Bovine TB is indeed a very serious disease, and we treat it as such. For example, we are implementing the Krebs trial. I shall say no more, Mr. Conway, because you would call me to order if I was diverted from concentrating on the Bill.

Amendment No. 87 would exempt animals from wider slaughter powers relating to diseases other than foot and mouth if they have been kept indoors since before the start of the outbreak. I understand the principle behind that, but the problem is that ``indoors'' could be very difficult to define. The consultation, and the guidelines and protocols that we will issue to our vets, will take into account the way in which animals are kept and the balance of risk. As has been said, risk assessment is perfectly reasonable, but we have not included such a provision in the Bill because there would be all sorts of wrangles about what is meant by ``indoors''.
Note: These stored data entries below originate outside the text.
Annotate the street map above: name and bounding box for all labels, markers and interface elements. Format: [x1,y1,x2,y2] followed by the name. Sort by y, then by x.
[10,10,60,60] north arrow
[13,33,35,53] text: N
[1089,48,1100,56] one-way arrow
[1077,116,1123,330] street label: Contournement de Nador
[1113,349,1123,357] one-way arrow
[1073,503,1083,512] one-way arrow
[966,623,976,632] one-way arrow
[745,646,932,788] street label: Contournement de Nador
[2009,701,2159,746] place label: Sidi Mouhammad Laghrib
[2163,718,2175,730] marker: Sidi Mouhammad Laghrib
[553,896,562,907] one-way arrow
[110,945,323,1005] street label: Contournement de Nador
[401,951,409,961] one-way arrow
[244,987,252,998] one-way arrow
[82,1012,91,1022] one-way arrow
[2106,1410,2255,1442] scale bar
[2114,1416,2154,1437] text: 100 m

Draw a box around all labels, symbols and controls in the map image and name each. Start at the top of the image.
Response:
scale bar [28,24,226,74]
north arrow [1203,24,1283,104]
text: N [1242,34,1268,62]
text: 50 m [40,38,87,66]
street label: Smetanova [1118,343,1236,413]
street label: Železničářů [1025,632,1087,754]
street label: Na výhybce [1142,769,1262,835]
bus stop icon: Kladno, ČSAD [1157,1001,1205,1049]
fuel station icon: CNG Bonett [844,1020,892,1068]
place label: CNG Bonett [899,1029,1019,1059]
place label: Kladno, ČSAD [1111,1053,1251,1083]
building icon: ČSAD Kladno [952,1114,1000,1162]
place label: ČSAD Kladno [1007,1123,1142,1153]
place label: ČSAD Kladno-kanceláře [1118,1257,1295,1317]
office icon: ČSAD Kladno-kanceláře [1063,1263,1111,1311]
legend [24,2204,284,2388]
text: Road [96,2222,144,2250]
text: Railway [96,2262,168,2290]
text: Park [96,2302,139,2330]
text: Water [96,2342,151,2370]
We were somewhat surprised by the spread of disease to cattle that were still in sheds during the winter months. We thought that cattle in sheds would be secure from the disease, although it may have been spread by the movement of people. We need to examine such issues.

Under amendment No. 118, any decision to use the powers to prevent the spread of disease would need to be based on sound veterinary judgment. I agree entirely, but that principle is taken as read. We shall consult on the criteria so that farmers can understand why those decisions are taken. If the Bill were to include provisions such as a full disease risk assessment, it would be enormous. None the less, I understand and accept the principles behind the amendment.

Amendment No. 4 would limit the diseases to which powers could be extended. That would be very constraining and in many respects illogical, as the list does not include TSE or BSE. A key lesson from the Phillips inquiry was that contingency legislation should not be constrained by current circumstance. That we must try to think ahead is one principle behind the Bill. Indeed, the Department is following post-Phillips guidelines by preparing for all eventualities. The Bill does not specify diseases that would not be controlled through a slaughter policy, such as African horse sickness.

I appreciate the intention behind the amendment and I assure the Committee that we will take into account the principles that underpin it. Nevertheless, I invite the hon. Gentleman to withdraw it.